La confession de l'infirmière qui s'est occupée des personnes infectées par le COVID-19 depuis le début de la pandémie

Pendant un an, avec seulement cinq jours de congé annuel et tous les jours ouvrables, Fetije Kacuuri-Hysen s'est occupé de la Corleone infectée, présentée à la clinique infectieuse de Pristina. La peur, la maladie, la fatigue, la mort et l'espoir toute l'expérience en une journée de travail, dit Fetija, dans une histoire sur Radio Free Europe. Fétije Kacuri-Hysen, [...]
La peur, la maladie, la fatigue, la mort et l'espoir toute l'expérience en une journée de travail, dit Fetija, dans une histoire sur Radio Free Europe.
Fetije Kacuuri-Hyseni, 43 ans, travaille comme infirmière pendant 22 ans à la clinique infectieuse du Centre clinique universitaire du Kosovo. Cette clinique a le fardeau principal de faire face aux patients malades de COVID-19, la maladie qui cause le coronavirus.

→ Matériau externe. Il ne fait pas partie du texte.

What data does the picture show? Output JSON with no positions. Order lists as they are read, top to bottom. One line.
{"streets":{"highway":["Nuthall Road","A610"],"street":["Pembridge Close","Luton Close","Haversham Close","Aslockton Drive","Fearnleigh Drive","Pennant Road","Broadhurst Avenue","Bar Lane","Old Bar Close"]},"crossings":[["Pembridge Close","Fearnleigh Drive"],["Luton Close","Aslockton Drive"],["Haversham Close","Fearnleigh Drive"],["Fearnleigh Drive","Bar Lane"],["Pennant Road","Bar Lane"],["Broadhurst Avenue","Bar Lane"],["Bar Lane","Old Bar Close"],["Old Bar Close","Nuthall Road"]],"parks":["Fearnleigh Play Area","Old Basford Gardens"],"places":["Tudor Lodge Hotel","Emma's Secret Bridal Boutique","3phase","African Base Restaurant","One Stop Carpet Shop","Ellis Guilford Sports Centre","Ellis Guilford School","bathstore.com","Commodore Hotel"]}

Elle dit que toutes ces années de travail, elle n'a jamais fait face à une situation, comme elle l'a fait plus d'un an avec la pandémie de COVID-19.

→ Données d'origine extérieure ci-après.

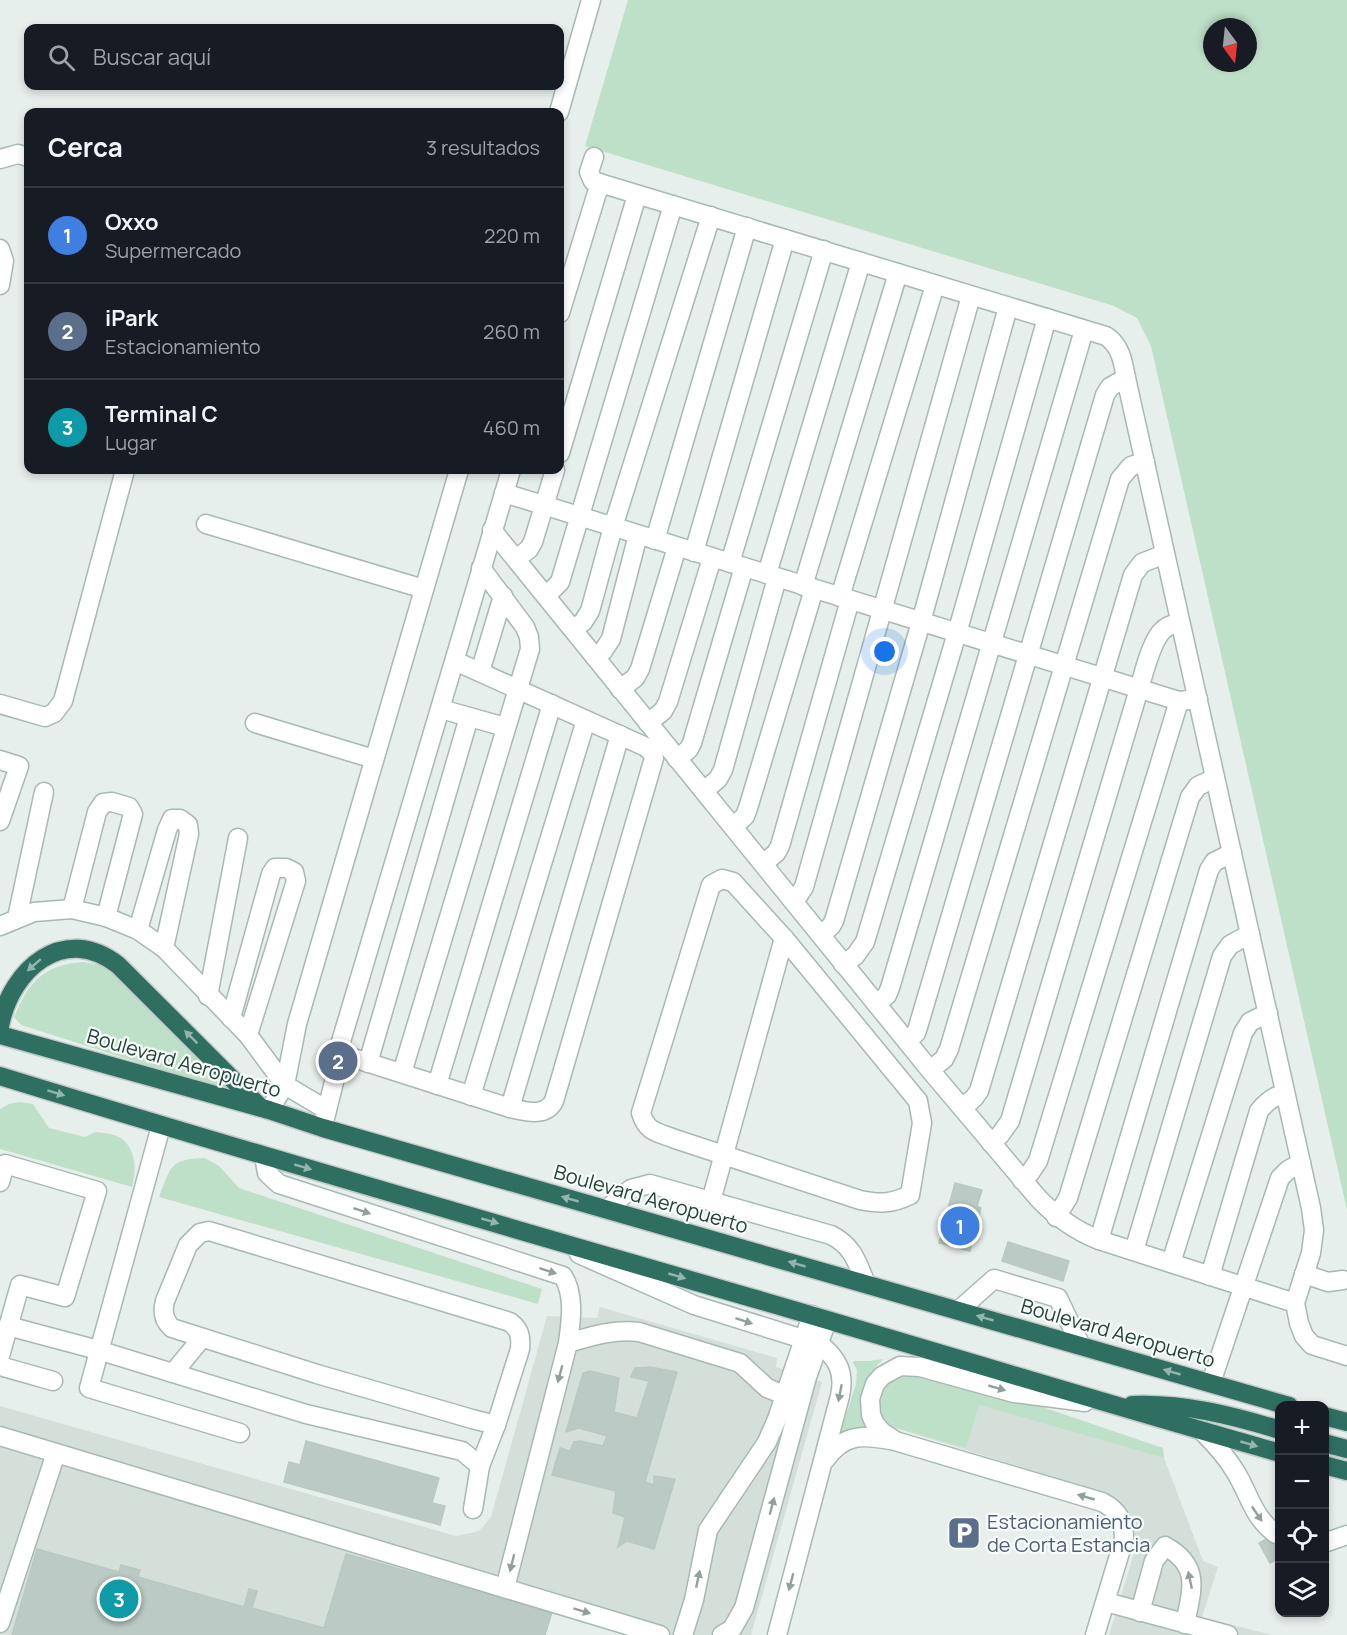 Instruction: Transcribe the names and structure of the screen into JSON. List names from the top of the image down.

“a tout changé”, dit Kacuri-Hysen.
Nous avons toujours eu diverses épidémies à la clinique infectieuse, mais la pandémie avec COVID-19 a été différente. Les premiers jours ont été très stressants, très sérieux. La séparation d'avec la famille a été un grave défi. Le virus était inconnu”, ajoute, qui est une mère de deux enfants.
Au cours d'une année de pandémie, l'infirmière de Fetije Kacuuri-Hysen a également travaillé après les heures de travail, car il y avait une pénurie d'infirmières au début de la pandémie.
Vous ne pouvez pas quitter le patient et terminer votre travail parce que votre emploi du temps est fait. Vous devez rester à l'heure pour aider la patiente”, dit-elle.
Chaque jour, la peur continue que le virus ne passe des cliniques aux membres de la famille. Jusqu'à présent, heureusement, il n'a pas été infecté.
Le début de la pandémie a été plus difficile. J'avais deux beaux-pères, ils sont morts cette année, mais pas de COVID-19. Pendant qu'ils étaient à la maison, j'avais tellement peur. Je ne voulais pas que le virus vienne les infecter. J'ai eu beaucoup de stress, dit-elle.
Dès qu'elle rentre du travail, Kaçuri-Hysen dit qu'elle change de vêtements et ne serre pas ses enfants tant qu'elle n'est pas propre et sûre.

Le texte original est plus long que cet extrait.